A considerable amount of research in genetic and evolutionary computing is concerned to some degree with self-adaptation — that is, with the adaptation and improvement of an evolutionary system over evolutionary time. (Try searching for “self-adaptive” in the GPEM journal search and GP-bibliography search boxes on the left.) This work connects not only to research in evolutionary biology but also to research on the origins of life, since it is concerned with the ways in which adaptive systems can themselves arise and become more adaptive.
In this context it is interesting to see today’s announcement of an apparent breakthrough in origins of life research, on a possible scenario for the emergence of RNA on prebiotic Earth. This is work by Matthew W. Powner, Beatrice Gerland, and John D. Sutherland at the University of Manchester. There’s a write-up in the New York Times, and the full report and a commentary by Jack W. Szostak are available in today’s Nature (subscription required for full text).
Among the reasons this might interest GPEM readers is the fact that the discovery was made through an intensive search of the space of chemical reaction sequences.
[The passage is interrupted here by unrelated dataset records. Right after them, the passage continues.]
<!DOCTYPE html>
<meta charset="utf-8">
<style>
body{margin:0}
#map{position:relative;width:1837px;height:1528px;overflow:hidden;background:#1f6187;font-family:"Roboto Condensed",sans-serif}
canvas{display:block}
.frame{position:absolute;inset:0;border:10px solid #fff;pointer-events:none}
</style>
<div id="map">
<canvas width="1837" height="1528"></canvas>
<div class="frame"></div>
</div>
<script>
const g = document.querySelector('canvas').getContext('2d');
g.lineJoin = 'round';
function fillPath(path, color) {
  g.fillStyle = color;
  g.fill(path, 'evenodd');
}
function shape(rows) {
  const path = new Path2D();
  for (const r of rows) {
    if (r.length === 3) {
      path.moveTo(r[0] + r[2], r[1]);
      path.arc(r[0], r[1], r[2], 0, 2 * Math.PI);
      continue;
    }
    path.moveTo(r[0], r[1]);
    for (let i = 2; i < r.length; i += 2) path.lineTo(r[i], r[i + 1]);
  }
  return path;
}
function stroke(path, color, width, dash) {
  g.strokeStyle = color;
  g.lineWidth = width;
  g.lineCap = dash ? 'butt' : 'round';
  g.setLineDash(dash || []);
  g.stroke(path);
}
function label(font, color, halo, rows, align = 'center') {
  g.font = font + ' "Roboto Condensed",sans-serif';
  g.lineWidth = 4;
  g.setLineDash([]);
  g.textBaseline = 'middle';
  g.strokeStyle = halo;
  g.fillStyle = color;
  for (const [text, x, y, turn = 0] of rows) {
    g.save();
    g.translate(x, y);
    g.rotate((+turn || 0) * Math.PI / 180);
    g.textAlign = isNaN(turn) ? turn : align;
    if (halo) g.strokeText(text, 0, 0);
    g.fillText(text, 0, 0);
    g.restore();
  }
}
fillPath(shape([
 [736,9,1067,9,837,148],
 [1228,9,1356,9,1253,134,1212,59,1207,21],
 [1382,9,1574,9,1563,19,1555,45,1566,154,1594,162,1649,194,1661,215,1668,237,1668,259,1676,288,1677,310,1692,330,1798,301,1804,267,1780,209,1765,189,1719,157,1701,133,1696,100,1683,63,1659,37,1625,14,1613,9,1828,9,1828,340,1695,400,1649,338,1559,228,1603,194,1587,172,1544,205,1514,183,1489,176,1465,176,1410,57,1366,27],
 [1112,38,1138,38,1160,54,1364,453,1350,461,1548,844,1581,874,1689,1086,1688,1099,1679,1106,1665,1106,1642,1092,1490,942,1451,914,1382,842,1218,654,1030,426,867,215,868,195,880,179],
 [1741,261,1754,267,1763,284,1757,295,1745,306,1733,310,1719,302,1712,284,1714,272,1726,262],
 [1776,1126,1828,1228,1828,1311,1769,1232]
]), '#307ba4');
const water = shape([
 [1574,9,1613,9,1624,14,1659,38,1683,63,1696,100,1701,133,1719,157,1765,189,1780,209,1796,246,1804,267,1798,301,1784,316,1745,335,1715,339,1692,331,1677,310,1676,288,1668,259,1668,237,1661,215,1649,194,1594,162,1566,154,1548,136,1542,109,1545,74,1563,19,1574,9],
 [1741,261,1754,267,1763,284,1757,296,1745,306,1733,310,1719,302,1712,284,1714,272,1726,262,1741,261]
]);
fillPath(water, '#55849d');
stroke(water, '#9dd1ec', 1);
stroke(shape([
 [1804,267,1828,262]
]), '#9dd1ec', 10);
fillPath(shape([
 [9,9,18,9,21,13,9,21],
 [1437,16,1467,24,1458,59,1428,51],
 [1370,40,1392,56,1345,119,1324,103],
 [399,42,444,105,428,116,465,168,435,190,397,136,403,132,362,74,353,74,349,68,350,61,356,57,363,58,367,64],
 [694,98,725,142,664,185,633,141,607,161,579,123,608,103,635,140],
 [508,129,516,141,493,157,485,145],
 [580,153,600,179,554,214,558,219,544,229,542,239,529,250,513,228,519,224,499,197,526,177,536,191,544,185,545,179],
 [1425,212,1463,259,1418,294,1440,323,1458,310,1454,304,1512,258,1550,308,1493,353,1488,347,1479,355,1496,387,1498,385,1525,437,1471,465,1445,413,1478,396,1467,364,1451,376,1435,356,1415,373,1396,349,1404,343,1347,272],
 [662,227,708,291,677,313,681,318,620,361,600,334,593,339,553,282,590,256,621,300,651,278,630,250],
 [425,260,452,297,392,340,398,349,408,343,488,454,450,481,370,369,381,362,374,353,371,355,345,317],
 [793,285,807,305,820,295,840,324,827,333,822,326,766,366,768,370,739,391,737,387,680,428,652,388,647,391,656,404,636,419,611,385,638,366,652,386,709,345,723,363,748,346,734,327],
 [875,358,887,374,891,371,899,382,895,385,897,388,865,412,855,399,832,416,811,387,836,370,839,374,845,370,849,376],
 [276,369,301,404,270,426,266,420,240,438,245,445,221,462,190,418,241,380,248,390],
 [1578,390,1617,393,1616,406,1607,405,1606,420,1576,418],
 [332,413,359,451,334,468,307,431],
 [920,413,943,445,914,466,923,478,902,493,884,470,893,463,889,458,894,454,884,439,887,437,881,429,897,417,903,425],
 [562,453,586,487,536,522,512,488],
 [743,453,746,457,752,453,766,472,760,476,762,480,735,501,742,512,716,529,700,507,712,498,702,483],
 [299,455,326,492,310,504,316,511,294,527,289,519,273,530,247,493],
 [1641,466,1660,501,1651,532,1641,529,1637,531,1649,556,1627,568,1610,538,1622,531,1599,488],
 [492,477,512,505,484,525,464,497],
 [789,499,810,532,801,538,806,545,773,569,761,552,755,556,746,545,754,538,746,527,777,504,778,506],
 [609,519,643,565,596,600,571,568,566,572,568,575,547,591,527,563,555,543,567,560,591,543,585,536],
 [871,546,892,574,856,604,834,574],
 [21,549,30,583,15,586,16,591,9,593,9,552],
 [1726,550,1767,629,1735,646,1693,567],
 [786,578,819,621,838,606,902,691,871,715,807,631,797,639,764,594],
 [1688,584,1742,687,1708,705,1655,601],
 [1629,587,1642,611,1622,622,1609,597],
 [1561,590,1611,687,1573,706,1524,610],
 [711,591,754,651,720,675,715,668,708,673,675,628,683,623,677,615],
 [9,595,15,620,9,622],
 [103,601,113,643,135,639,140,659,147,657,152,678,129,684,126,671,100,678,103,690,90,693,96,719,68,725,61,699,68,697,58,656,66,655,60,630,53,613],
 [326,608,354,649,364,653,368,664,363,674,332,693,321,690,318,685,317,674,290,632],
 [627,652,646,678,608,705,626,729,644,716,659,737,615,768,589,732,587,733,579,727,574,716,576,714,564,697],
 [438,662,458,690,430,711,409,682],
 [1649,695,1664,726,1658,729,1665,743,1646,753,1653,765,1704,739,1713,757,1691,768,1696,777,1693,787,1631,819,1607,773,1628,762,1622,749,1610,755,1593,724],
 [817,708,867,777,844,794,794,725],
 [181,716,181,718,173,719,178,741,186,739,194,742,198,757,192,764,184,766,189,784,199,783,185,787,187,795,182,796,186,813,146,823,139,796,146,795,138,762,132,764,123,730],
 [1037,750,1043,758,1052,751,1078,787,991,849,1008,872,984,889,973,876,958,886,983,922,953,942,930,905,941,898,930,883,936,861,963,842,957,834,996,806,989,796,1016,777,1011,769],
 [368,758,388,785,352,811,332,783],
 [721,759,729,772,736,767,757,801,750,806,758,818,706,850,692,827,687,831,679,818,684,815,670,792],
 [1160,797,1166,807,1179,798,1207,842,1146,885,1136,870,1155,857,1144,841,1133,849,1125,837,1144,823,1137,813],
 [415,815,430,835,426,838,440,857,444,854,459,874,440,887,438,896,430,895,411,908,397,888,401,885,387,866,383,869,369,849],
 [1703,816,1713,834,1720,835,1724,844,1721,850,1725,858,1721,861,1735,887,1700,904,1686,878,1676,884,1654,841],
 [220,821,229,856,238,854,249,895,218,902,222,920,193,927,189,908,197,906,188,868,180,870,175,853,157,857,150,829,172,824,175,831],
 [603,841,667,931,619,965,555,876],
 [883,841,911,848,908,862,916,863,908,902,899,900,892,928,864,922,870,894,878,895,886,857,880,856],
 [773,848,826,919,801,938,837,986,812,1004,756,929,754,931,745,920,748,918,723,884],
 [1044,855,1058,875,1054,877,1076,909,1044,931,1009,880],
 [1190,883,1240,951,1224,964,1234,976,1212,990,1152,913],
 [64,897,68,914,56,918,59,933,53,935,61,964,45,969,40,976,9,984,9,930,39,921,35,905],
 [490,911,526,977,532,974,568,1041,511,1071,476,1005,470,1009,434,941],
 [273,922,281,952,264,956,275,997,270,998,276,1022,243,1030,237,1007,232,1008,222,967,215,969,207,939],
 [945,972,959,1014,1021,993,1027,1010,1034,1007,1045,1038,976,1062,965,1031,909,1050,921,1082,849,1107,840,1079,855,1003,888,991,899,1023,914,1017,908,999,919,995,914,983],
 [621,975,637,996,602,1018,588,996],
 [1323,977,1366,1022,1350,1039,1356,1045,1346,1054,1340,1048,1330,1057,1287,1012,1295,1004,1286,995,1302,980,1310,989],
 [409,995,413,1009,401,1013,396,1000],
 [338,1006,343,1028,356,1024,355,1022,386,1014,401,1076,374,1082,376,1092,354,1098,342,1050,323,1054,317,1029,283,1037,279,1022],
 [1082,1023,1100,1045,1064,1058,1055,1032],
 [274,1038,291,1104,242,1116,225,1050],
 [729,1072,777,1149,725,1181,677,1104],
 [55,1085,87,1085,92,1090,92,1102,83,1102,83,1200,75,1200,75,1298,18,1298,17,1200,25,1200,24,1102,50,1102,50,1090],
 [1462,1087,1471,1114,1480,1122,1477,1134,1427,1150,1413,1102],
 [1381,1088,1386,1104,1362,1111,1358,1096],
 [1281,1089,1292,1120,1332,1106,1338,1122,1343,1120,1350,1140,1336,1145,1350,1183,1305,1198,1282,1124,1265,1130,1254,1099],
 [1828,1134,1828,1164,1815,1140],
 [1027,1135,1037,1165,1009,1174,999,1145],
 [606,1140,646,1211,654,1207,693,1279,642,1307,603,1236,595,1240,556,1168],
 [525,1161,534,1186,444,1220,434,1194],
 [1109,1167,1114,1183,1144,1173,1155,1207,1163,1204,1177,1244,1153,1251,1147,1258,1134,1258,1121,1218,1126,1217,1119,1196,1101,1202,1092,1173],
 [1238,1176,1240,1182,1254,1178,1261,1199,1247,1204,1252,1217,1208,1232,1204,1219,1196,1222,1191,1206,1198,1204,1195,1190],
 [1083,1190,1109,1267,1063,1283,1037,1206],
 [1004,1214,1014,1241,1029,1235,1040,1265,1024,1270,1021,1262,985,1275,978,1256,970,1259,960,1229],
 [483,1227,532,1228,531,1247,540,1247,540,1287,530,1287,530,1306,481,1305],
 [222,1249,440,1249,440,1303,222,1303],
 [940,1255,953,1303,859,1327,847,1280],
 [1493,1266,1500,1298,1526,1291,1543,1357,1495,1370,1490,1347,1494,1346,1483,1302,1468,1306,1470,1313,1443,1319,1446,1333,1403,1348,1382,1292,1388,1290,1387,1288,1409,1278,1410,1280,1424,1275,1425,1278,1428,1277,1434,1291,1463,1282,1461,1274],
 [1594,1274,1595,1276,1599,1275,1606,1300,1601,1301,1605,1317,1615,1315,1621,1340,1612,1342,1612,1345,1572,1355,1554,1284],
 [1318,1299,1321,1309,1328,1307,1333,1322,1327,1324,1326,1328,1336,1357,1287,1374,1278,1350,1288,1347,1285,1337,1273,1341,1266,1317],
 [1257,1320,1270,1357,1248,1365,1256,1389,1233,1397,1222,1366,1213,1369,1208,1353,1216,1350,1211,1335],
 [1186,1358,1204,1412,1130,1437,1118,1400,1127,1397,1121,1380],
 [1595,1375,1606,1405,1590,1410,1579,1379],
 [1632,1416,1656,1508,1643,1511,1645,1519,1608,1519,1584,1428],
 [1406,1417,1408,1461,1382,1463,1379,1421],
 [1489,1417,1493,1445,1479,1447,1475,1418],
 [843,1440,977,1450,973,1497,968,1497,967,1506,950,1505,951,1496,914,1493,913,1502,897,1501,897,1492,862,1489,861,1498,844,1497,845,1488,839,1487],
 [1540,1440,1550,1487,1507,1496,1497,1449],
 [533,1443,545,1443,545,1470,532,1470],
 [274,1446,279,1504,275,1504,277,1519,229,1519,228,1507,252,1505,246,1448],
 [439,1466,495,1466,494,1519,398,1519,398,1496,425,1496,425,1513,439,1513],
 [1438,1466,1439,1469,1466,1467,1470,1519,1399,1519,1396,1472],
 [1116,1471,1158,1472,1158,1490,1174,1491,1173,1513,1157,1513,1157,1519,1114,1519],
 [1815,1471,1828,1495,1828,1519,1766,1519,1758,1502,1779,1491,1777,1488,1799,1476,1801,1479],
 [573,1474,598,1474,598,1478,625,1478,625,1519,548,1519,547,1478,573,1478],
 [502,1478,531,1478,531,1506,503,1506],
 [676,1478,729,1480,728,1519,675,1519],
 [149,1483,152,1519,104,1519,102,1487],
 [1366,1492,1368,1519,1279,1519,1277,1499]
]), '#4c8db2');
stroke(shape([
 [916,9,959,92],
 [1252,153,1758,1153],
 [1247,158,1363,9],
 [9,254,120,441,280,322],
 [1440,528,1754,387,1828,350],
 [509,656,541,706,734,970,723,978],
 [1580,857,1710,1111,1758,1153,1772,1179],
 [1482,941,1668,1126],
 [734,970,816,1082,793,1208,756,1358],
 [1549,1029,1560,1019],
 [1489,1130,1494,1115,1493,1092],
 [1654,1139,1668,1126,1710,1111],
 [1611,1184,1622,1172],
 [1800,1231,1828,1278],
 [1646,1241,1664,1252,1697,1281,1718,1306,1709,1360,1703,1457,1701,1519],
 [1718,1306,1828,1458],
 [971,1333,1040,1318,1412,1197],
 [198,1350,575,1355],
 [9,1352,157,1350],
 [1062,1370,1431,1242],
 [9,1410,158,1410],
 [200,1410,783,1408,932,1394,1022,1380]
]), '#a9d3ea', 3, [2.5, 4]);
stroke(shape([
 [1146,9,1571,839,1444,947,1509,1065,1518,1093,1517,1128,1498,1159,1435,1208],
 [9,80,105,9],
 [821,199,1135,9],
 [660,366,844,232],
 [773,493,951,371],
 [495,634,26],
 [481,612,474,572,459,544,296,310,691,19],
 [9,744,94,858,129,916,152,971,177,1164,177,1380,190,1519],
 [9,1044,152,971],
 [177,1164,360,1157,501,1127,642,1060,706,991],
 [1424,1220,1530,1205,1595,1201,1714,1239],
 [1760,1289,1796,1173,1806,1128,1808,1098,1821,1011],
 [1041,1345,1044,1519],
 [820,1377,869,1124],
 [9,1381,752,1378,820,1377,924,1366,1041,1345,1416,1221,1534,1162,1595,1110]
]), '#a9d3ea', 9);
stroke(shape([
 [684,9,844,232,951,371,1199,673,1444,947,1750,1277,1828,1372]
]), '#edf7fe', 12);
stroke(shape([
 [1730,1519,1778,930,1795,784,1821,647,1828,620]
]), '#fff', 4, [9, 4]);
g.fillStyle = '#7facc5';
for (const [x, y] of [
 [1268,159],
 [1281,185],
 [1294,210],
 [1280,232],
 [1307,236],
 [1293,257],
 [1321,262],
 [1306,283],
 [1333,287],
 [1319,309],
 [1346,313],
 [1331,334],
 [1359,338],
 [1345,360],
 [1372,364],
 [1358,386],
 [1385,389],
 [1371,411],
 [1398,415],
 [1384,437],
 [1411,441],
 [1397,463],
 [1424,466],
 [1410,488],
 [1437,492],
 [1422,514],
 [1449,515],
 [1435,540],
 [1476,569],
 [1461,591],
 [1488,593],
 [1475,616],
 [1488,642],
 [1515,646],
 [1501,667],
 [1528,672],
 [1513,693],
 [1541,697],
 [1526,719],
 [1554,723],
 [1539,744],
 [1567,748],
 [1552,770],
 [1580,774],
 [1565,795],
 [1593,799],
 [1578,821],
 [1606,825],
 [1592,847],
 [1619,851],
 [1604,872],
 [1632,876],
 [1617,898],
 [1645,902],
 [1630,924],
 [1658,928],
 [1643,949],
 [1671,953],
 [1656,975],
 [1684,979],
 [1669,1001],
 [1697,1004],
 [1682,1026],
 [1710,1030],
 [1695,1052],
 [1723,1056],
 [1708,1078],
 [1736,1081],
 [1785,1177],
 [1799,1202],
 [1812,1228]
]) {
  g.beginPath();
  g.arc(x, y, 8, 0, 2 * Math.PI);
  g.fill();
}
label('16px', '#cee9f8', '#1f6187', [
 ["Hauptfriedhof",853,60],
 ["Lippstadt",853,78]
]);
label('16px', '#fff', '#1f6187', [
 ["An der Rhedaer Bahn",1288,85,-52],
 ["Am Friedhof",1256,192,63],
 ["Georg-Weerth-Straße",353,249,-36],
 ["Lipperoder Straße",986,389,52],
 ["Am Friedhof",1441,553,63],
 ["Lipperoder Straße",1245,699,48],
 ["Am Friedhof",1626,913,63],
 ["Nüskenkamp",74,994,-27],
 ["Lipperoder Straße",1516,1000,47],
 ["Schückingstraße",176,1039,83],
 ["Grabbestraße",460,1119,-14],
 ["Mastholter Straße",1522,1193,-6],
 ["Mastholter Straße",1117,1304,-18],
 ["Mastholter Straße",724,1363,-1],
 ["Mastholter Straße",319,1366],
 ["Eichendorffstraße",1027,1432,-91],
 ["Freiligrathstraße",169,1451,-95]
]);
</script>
This may be a search space within which genetic and evolutionary computation can help to find new and interesting things, if the right kinds of computational chemistry simulation systems (of which there are many) can be used for fitness testing on with the right kinds of problems. Putting all of this together to make significant discoveries will be non-trivial, but it seems to me to have potential.
Incidentally, searching for “origins” or “chemistry” in the journal, using the top search box on the left, produces several items of related interest that were published previously in GPEM.